Roberto rolls a standard 6-sided die five times, and the product of his rolls is 900. How many different sequences of rolls could there have been? (The order of the rolls matters.)
To get a product of 900, we need to find the prime factorization of 900: $900=2^2 \cdot 3^2 \cdot 5^2$.
Since we're rolling a standard 6-sided die, the only possible prime factors of each roll are 2, 3, and 5 (which are the prime factors of 6).
We need to distribute the prime factors of 900 among the five rolls in such a way that we get 2, 3, or 5 as the outcome of each roll. Note that each factor can appear zero or more times in each roll.

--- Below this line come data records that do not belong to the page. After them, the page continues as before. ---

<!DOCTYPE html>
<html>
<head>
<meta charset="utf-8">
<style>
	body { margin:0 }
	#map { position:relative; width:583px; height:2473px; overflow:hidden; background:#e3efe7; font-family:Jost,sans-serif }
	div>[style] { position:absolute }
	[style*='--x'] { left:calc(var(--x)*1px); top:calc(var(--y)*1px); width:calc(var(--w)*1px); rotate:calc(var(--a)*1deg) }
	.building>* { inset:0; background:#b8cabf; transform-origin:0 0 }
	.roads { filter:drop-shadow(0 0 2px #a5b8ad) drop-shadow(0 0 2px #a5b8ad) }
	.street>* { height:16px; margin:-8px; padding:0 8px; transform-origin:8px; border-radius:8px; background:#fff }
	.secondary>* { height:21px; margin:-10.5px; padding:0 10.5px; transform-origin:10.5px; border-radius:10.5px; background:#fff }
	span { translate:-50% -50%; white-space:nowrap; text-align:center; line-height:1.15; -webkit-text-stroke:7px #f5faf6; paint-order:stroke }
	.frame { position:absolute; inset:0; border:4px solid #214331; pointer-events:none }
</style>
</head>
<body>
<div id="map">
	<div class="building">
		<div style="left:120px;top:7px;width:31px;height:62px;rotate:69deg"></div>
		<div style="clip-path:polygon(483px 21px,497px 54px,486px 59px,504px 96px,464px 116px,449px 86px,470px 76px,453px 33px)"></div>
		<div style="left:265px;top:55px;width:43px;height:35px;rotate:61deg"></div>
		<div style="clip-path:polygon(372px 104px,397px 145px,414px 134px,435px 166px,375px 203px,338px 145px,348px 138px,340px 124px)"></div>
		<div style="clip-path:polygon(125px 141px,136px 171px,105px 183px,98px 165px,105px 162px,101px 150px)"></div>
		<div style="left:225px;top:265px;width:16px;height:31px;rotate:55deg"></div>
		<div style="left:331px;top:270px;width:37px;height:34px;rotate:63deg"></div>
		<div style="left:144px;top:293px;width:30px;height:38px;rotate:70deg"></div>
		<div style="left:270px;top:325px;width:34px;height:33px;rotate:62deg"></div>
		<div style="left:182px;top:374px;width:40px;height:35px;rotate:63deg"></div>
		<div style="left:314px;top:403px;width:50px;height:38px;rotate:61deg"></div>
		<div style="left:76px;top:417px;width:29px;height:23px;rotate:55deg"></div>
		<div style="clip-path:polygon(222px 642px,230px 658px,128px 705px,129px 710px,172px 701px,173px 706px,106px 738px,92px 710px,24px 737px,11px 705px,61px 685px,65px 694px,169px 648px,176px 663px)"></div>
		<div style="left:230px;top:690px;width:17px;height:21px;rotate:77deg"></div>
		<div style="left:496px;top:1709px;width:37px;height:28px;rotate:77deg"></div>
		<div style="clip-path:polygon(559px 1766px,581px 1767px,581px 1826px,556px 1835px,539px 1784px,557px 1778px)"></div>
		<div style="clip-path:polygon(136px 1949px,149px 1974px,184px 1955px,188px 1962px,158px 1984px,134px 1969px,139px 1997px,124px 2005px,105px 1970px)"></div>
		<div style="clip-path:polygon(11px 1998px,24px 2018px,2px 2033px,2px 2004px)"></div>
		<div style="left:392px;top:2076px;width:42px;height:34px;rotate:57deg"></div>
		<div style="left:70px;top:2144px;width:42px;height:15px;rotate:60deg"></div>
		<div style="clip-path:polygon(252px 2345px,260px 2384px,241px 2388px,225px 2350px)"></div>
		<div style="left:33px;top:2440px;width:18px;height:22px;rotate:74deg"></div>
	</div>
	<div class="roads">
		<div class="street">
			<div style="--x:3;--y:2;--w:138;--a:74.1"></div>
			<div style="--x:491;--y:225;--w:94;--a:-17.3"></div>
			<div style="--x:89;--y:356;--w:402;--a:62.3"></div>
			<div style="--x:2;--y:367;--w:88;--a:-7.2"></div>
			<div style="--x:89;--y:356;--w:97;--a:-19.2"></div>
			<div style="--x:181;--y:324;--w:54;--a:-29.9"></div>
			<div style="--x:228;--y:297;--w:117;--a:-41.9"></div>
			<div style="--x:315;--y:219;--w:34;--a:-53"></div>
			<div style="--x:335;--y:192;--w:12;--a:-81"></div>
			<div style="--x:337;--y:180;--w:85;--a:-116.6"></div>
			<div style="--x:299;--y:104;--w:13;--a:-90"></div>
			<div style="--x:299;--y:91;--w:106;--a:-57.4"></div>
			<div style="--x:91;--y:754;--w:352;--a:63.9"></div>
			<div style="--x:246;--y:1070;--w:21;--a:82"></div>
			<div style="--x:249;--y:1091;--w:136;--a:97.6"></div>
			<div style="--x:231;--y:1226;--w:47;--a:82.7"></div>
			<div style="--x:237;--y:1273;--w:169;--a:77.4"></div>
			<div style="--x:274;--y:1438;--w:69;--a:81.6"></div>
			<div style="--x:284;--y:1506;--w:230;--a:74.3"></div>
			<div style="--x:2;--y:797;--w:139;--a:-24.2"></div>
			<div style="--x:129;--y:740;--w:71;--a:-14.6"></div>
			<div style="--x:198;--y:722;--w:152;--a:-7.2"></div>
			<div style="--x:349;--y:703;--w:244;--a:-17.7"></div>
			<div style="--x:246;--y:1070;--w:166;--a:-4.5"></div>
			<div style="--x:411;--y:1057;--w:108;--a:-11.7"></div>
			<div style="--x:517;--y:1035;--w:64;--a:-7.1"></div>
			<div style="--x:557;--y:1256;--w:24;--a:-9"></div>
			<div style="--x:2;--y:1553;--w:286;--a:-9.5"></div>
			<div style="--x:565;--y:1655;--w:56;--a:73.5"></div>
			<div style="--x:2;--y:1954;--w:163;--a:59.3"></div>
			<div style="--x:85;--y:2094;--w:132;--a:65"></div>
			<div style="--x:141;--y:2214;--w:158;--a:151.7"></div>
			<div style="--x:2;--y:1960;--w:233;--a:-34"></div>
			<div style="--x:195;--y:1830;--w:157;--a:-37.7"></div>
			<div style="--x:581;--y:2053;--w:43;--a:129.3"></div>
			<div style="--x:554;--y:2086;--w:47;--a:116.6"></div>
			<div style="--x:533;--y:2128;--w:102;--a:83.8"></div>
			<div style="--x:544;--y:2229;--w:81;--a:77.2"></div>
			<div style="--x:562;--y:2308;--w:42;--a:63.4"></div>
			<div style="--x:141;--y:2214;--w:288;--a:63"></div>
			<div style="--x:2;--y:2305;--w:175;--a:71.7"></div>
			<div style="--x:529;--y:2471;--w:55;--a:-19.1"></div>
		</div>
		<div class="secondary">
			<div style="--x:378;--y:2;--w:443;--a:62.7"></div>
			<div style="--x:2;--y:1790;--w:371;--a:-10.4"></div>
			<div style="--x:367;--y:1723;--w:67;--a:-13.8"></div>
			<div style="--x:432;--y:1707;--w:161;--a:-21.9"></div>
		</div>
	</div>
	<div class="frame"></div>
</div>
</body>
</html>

To do this, we can use the following technique: we represent each roll as a string of three digits, where each digit is either 0, 1, or 2, representing the number of times the factor 2, 3, or 5 appears in that roll. For example, the roll (2, 2, 5) would be represented as the string "220".
Now, we need to count how many such strings of length 15 (5 rolls, each represented by a string of length 3) we can form, where each digit is 0, 1, or 2, and the product of the five rolls is 900.
We can solve this problem using a technique called stars and bars. Imagine we have 15 stars, representing the 15 digits in the 5 rolls. We want to divide these stars into 3 bins, representing the factors 2, 3, and 5. We can do this by placing 2 bars among the stars, which will divide the stars into 3 groups. The number of stars in the first group represents the total number of 2's rolled, the number of stars in the second group represents the total number of 3's rolled, and the number of stars in the third group represents the total number of 5's rolled.
For example, if we roll 2 2 3 3 5, we would represent this as the string "220330550", which corresponds to the stars-and-bars representation "||||*****", where the first two stars are in the first bin (representing the 2's), the next two stars are in the second bin (representing the 3's), and so on.
The number of ways to place 2 bars among 15 stars is ${15+2\choose 2}={17\choose 2}=136$. Therefore, there are 136 different sequences of rolls that could have led to a product of 900.
15566 , 15656 , 15665 , 16556 , 16565 , 16655 , 23556 , 23565 , 23655 , 25356 , 25365 , 25536 , 25563 , 25635 , 25653 , 26355 , 26535 , 26553 , 32556 , 32565 , 32655 , 33455 , 33545 , 33554 , 34355 , 34535 , 34553 , 35256 , 35265 , 35345 , 35354 , 35435 , 35453 , 35526 , 35534 , 35543 , 35562 , 35625 , 35652 , 36255 , 36525 , 36552 , 43355 , 43535 , 43553 , 45335 , 45353 , 45533 , 51566 , 51656 , 51665 , 52356 , 52365 , 52536 , 52563 , 52635 , 52653 , 53256 , 53265 , 53345 , 53354 , 53435 , 53453 , 53526 , 53534 , 53543 , 53562 , 53625 , 53652 , 54335 , 54353 , 54533 , 55166 , 55236 , 55263 , 55326 , 55334 , 55343 , 55362 , 55433 , 55616 , 55623 , 55632 , 55661 , 56156 , 56165 , 56235 , 56253 , 56325 , 56352 , 56516 , 56523 , 56532 , 56561 , 56615 , 56651 , 61556 , 61565 , 61655 , 62355 , 62535 , 62553 , 63255 , 63525 , 63552 , 65156 , 65165 , 65235 , 65253 , 65325 , 65352 , 65516 , 65523 , 65532 , 65561 , 65615 , 65651 , 66155 , 66515 , 66551 , Total = 120 five-digit such integers.